Inventaire. Le mot lui-même semble démesuré, comme un costume trop grand pour la mission. Inventorier quoi ? Une liste de meubles que je peux compter sur les doigts. dont la moitié ne doit pas valoir l’essence qu’il faudra dépenser pour aller à la déchèterie. L’électroménager réduit à une machine à laver, un micro-onde et un frigo, qui a rendu l’âme.
Je n’ai pas le courage. Je fais 10 photos pour mémoriser. J’observe, je note les détails mentalement.
Tout est trop. Tout m’attriste ou me navre, un peu des deux.

Je suis dans un lieu qui n’a jamais été chez moi. De cette autre famille qui n’a jamais été la mienne. De cette autre vie que je n’ai jamais qu’observée sans envie mais avec tristesse. Avec un peu de colère aussi sans doute.
Aujourd’hui me voilà à parcourir ces pièces silencieuses.
J’ai posé ma veste de costume sur une chaise et mes chaussures de Monsieur claquent sur le parquet pendant que, de pièce en pièce, j’inventorie le néant comme pour conclure des vies, sorte de contrôleur de gestion du destin.

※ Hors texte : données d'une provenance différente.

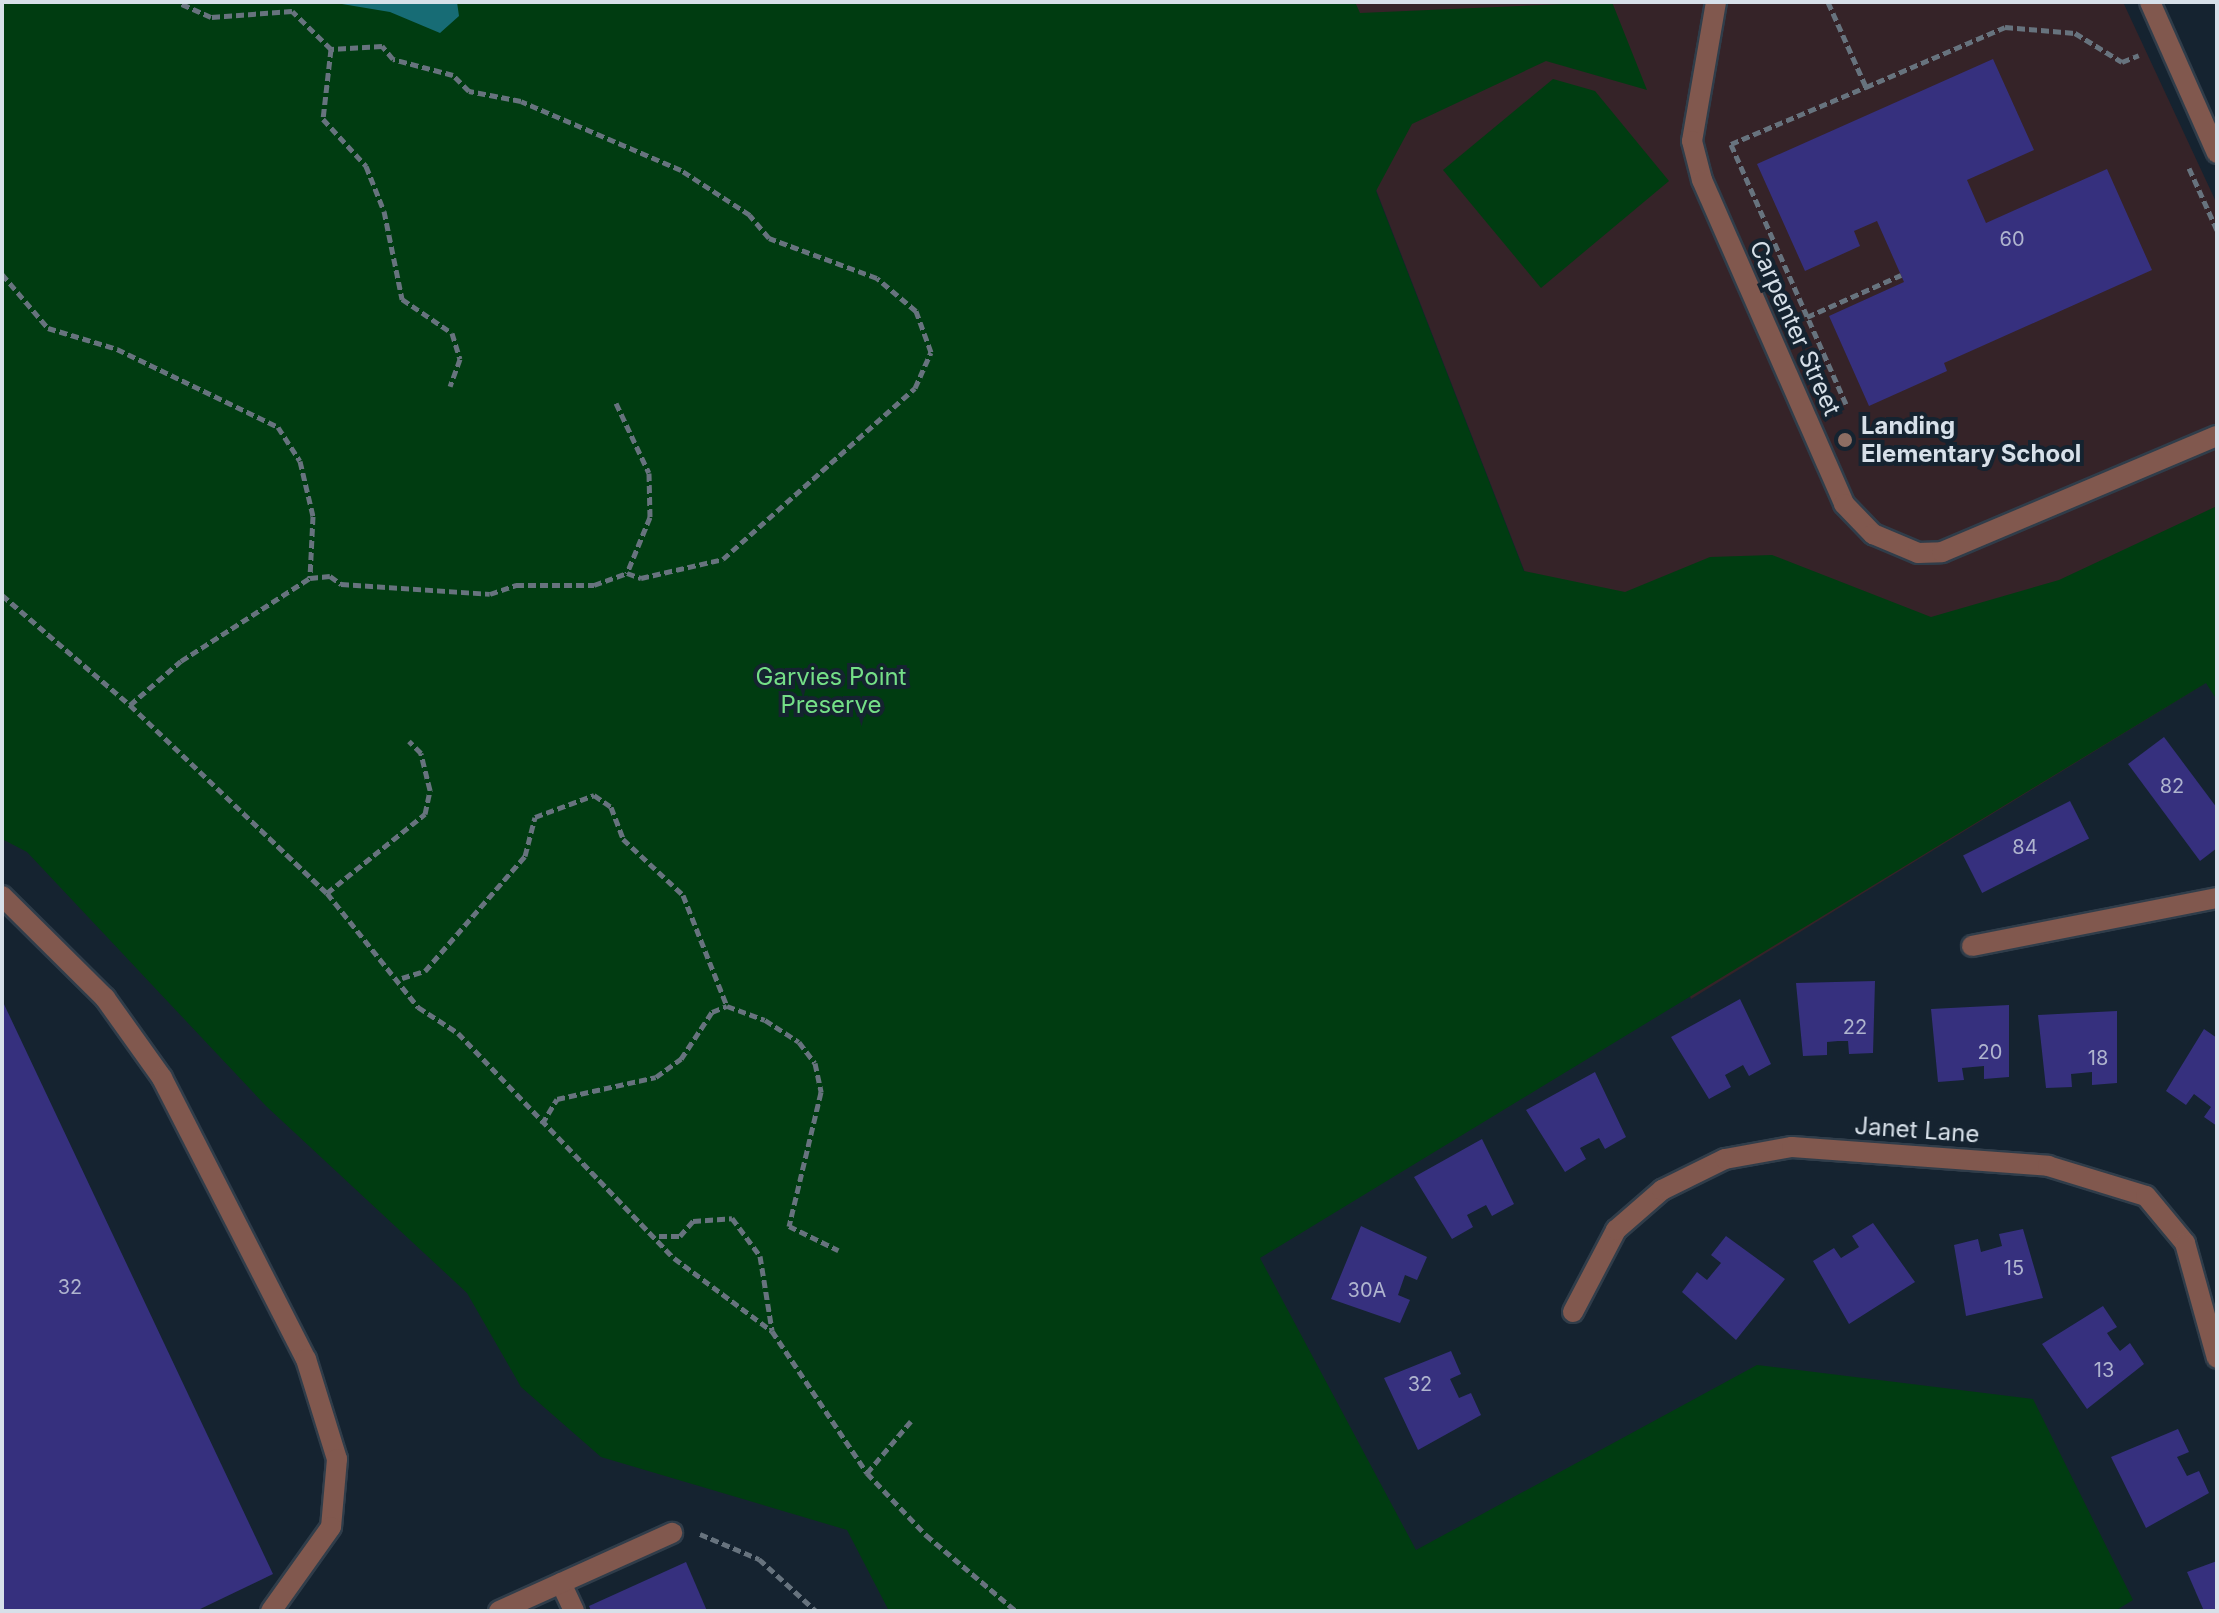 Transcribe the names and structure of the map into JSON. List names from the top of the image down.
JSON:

Dans le recoin du couloir, je trouve la petite commode qui contient la plupart des papiers. Il faut que je retrouve certains documents alors je prends une à une les pochettes empilées, sans étiquettes. Des courriers administratifs, des relevés de banque, des contrats de crédit, des calculs d’impôts. En 15 minutes, j’ai fait un voyage de 30 ans, à rebours, commencé par une menace de saisie et terminé par un calcul de revenus qui paraît si élevé pour son époque.
L’histoire d’un gâchis lue à l’envers
J’ouvre et feuillette ces dossiers. Son premier contrat, il habitait alors à mon adresse actuelle… son livret d’étudiant.. son bac… Je referme le dossier.

Et puis il y a deux valises et quelques dossiers. 40 ans de création dans deux valises. Je feuillette, mais rapidement c’est trop. Je referme tout ça en me disant qu’un jour il faudra en faire quelque chose.
Un jour, bientôt. On va bien devoir le vider, cet appartement. Un jour, pas aujourd’hui. Mais si proche.

Je me demande ce que je fais là, dans le froid et la lumière blafarde, à feuilleter des dossiers poussiéreux. Je me demande par quel cynisme la vie me contraint à cette mission.

Je fais l’inventaire d’un vivant, comme pour un mort. Je fais l’inventaire d’une vie de famille qui n’a pas été la mienne, d’une vie de famille qui a vacillé quand Il est parti, et a pris fin quand Elle est morte, tandis que lui, est comme entre parenthèses.

J’ai cette étrange impression de faire le bilan d’une vie avant son terme. Comme si ça ne faisait de toutes façons plus vraiment de différence. Et c’est sans doute vrai tant sa vie aujourd’hui n’a plus que l’épaisseur d’un cheveu et la répétition d’un métronome, jour après jour, sans but.

Aujourd’hui il est trop tard pour parler.